Gazelle Fund provides growth-oriented risk capital to SMEs in the Eurasia region. Gazelle Finance successfully launched its first investment fund in March 2017, Gazelle Fund LP, with $42M in committed capital in place. The fund is currently active and investing in SMEs in Georgia and Armenia.  As Gazelle Finance raises more capital, it plans to expand further in the Eurasia region. 

Gazelle Fund provides growth-oriented risk capital to SMEs.  SMEs are positioned between microenterprises and large corporations, typically employing less than 250 employees and generating revenues in the range of $200,000 to $15 million in revenues. Gazelle Finance addresses the barriers to SME financing by offering an investment product positioned between bank financing and private equity. This hybrid approach addresses the constraints of market illiquidity that is typical of many emerging and frontier markets, while providing a combination of patient risk capital and the know-how of a strategic investment partner to allow SMEs to rapidly develop and grow their business.  

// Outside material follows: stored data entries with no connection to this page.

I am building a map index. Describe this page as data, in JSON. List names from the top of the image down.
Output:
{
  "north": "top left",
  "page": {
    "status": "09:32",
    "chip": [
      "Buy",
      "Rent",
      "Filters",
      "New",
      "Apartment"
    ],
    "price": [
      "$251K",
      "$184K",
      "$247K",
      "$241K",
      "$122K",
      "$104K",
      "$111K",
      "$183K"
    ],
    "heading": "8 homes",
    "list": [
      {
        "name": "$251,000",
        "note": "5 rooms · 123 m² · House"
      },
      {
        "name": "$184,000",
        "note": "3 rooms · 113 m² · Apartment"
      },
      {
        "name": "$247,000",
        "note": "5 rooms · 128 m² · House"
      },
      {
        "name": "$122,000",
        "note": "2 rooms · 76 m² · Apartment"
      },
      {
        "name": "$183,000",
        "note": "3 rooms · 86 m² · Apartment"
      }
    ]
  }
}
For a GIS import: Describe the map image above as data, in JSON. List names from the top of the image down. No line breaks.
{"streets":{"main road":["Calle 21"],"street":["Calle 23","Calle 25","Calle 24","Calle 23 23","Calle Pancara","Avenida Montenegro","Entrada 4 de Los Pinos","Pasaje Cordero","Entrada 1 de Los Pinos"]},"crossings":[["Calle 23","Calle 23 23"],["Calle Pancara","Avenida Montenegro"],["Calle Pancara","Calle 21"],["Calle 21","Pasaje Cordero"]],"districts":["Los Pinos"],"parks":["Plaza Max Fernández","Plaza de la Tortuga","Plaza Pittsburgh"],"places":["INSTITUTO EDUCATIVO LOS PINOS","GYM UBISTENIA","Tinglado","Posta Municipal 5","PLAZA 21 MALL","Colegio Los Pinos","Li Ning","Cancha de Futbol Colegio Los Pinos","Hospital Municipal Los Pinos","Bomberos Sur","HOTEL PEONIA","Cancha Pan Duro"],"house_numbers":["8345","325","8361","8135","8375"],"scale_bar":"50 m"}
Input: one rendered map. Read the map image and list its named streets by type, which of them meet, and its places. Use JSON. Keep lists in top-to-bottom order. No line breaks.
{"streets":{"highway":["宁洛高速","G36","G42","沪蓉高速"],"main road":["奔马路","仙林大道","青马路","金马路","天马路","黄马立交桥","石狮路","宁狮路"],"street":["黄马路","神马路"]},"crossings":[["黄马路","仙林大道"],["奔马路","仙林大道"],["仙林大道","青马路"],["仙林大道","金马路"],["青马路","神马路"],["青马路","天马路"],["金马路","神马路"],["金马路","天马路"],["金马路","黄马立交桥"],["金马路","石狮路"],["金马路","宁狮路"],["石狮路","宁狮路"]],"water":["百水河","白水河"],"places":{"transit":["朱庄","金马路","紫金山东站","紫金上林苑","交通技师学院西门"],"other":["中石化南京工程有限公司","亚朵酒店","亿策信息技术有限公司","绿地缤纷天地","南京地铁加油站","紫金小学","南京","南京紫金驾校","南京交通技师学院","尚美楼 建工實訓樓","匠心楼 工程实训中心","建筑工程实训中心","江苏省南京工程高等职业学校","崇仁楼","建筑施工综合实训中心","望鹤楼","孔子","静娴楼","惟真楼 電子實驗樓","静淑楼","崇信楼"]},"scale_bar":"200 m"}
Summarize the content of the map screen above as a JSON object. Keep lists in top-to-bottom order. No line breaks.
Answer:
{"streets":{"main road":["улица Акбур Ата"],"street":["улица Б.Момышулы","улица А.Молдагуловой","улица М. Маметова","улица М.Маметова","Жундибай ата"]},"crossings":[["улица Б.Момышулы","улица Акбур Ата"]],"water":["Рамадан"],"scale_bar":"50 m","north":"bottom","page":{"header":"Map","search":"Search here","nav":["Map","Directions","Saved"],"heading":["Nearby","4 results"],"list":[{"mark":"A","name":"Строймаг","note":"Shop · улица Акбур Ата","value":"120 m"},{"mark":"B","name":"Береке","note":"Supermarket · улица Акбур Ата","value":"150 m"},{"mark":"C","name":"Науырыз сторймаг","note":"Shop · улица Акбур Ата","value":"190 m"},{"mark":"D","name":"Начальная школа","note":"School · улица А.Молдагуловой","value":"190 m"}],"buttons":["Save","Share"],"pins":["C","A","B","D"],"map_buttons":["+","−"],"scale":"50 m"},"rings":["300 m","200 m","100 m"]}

There are many types of SMEs, though Gazelle Finance specifically targets “gazelles,” defined as businesses growing at or poised to grow at 20 percent per annum for four years or more when provided with access to sufficient capital on reasonable terms. The companies in which we invest have a successful track record and the capacity to grow rapidly. Our investment officers work closely with investee management teams to provide a customized financing solution utilizing our standardized suite of investments and technical assistance products.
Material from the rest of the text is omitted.